** DIRECTIONS **
The reply should consist of the full listing, repeated word for word.

** THE INPUT **
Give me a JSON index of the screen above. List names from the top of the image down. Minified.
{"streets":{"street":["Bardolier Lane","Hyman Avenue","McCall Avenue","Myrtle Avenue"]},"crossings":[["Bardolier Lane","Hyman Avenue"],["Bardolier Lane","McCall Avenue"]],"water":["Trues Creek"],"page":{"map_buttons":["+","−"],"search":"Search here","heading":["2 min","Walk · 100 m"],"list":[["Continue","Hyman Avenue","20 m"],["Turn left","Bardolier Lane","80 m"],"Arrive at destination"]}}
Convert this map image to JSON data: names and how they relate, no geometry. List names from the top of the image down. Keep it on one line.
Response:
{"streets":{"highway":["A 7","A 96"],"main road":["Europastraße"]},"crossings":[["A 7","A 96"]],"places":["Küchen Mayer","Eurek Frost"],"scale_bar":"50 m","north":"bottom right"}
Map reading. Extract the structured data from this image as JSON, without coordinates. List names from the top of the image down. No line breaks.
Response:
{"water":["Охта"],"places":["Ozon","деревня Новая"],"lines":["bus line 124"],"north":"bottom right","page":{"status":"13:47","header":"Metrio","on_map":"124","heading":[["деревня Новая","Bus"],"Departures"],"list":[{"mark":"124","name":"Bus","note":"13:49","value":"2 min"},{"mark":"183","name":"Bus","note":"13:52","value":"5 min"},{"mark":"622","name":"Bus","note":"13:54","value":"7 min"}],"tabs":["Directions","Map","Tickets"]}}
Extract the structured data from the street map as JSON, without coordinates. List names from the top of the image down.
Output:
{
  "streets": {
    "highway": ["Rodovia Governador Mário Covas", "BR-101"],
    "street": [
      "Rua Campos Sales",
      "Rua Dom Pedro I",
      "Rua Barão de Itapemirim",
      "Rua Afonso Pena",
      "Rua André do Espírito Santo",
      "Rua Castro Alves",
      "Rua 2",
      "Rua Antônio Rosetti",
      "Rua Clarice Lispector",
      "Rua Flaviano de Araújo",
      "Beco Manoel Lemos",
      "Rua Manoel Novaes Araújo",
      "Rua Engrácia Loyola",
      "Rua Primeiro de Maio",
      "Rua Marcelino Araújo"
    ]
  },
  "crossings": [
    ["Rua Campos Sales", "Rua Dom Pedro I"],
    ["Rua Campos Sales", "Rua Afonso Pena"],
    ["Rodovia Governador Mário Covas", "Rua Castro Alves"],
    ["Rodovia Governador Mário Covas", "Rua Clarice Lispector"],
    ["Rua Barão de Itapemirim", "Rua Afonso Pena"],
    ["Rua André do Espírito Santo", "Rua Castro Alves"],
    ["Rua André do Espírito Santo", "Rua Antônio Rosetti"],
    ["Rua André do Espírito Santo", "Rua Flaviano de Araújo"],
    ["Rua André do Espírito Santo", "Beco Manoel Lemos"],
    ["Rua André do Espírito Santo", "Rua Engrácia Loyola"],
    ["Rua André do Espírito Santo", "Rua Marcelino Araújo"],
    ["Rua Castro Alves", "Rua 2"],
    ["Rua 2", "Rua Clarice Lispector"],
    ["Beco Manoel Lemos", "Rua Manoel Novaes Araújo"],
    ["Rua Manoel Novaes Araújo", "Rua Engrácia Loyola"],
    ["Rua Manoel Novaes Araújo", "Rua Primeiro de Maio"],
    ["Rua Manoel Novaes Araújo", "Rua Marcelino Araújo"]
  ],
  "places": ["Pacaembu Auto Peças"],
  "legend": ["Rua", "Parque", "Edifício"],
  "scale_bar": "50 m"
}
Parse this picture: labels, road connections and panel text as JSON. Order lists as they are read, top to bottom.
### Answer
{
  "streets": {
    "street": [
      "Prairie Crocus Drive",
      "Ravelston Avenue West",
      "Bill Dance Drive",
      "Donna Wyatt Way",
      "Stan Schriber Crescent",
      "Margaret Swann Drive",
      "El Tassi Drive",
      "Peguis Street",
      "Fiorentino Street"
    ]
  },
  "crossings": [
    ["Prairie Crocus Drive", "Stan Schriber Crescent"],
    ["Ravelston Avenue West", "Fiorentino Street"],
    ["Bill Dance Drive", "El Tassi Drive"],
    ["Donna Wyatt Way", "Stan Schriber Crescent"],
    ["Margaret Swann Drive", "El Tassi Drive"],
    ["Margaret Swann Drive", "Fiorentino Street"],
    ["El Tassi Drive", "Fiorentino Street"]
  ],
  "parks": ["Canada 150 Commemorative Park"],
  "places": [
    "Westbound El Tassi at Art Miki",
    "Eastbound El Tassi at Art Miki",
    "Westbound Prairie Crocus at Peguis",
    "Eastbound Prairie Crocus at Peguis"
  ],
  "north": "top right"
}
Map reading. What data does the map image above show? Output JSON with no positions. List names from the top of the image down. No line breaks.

** RESPONSE AREA **
Give me a JSON index of the screen above. List names from the top of the image down. Minified.
{"streets":{"street":["Bardolier Lane","Hyman Avenue","McCall Avenue","Myrtle Avenue"]},"crossings":[["Bardolier Lane","Hyman Avenue"],["Bardolier Lane","McCall Avenue"]],"water":["Trues Creek"],"page":{"map_buttons":["+","−"],"search":"Search here","heading":["2 min","Walk · 100 m"],"list":[["Continue","Hyman Avenue","20 m"],["Turn left","Bardolier Lane","80 m"],"Arrive at destination"]}}
Convert this map image to JSON data: names and how they relate, no geometry. List names from the top of the image down. Keep it on one line.
Response:
{"streets":{"highway":["A 7","A 96"],"main road":["Europastraße"]},"crossings":[["A 7","A 96"]],"places":["Küchen Mayer","Eurek Frost"],"scale_bar":"50 m","north":"bottom right"}
Map reading. Extract the structured data from this image as JSON, without coordinates. List names from the top of the image down. No line breaks.
Response:
{"water":["Охта"],"places":["Ozon","деревня Новая"],"lines":["bus line 124"],"north":"bottom right","page":{"status":"13:47","header":"Metrio","on_map":"124","heading":[["деревня Новая","Bus"],"Departures"],"list":[{"mark":"124","name":"Bus","note":"13:49","value":"2 min"},{"mark":"183","name":"Bus","note":"13:52","value":"5 min"},{"mark":"622","name":"Bus","note":"13:54","value":"7 min"}],"tabs":["Directions","Map","Tickets"]}}
Extract the structured data from the street map as JSON, without coordinates. List names from the top of the image down.
Output:
{
  "streets": {
    "highway": ["Rodovia Governador Mário Covas", "BR-101"],
    "street": [
      "Rua Campos Sales",
      "Rua Dom Pedro I",
      "Rua Barão de Itapemirim",
      "Rua Afonso Pena",
      "Rua André do Espírito Santo",
      "Rua Castro Alves",
      "Rua 2",
      "Rua Antônio Rosetti",
      "Rua Clarice Lispector",
      "Rua Flaviano de Araújo",
      "Beco Manoel Lemos",
      "Rua Manoel Novaes Araújo",
      "Rua Engrácia Loyola",
      "Rua Primeiro de Maio",
      "Rua Marcelino Araújo"
    ]
  },
  "crossings": [
    ["Rua Campos Sales", "Rua Dom Pedro I"],
    ["Rua Campos Sales", "Rua Afonso Pena"],
    ["Rodovia Governador Mário Covas", "Rua Castro Alves"],
    ["Rodovia Governador Mário Covas", "Rua Clarice Lispector"],
    ["Rua Barão de Itapemirim", "Rua Afonso Pena"],
    ["Rua André do Espírito Santo", "Rua Castro Alves"],
    ["Rua André do Espírito Santo", "Rua Antônio Rosetti"],
    ["Rua André do Espírito Santo", "Rua Flaviano de Araújo"],
    ["Rua André do Espírito Santo", "Beco Manoel Lemos"],
    ["Rua André do Espírito Santo", "Rua Engrácia Loyola"],
    ["Rua André do Espírito Santo", "Rua Marcelino Araújo"],
    ["Rua Castro Alves", "Rua 2"],
    ["Rua 2", "Rua Clarice Lispector"],
    ["Beco Manoel Lemos", "Rua Manoel Novaes Araújo"],
    ["Rua Manoel Novaes Araújo", "Rua Engrácia Loyola"],
    ["Rua Manoel Novaes Araújo", "Rua Primeiro de Maio"],
    ["Rua Manoel Novaes Araújo", "Rua Marcelino Araújo"]
  ],
  "places": ["Pacaembu Auto Peças"],
  "legend": ["Rua", "Parque", "Edifício"],
  "scale_bar": "50 m"
}
Parse this picture: labels, road connections and panel text as JSON. Order lists as they are read, top to bottom.
### Answer
{
  "streets": {
    "street": [
      "Prairie Crocus Drive",
      "Ravelston Avenue West",
      "Bill Dance Drive",
      "Donna Wyatt Way",
      "Stan Schriber Crescent",
      "Margaret Swann Drive",
      "El Tassi Drive",
      "Peguis Street",
      "Fiorentino Street"
    ]
  },
  "crossings": [
    ["Prairie Crocus Drive", "Stan Schriber Crescent"],
    ["Ravelston Avenue West", "Fiorentino Street"],
    ["Bill Dance Drive", "El Tassi Drive"],
    ["Donna Wyatt Way", "Stan Schriber Crescent"],
    ["Margaret Swann Drive", "El Tassi Drive"],
    ["Margaret Swann Drive", "Fiorentino Street"],
    ["El Tassi Drive", "Fiorentino Street"]
  ],
  "parks": ["Canada 150 Commemorative Park"],
  "places": [
    "Westbound El Tassi at Art Miki",
    "Eastbound El Tassi at Art Miki",
    "Westbound Prairie Crocus at Peguis",
    "Eastbound Prairie Crocus at Peguis"
  ],
  "north": "top right"
}
Map reading. What data does the map image above show? Output JSON with no positions. List names from the top of the image down. No line breaks.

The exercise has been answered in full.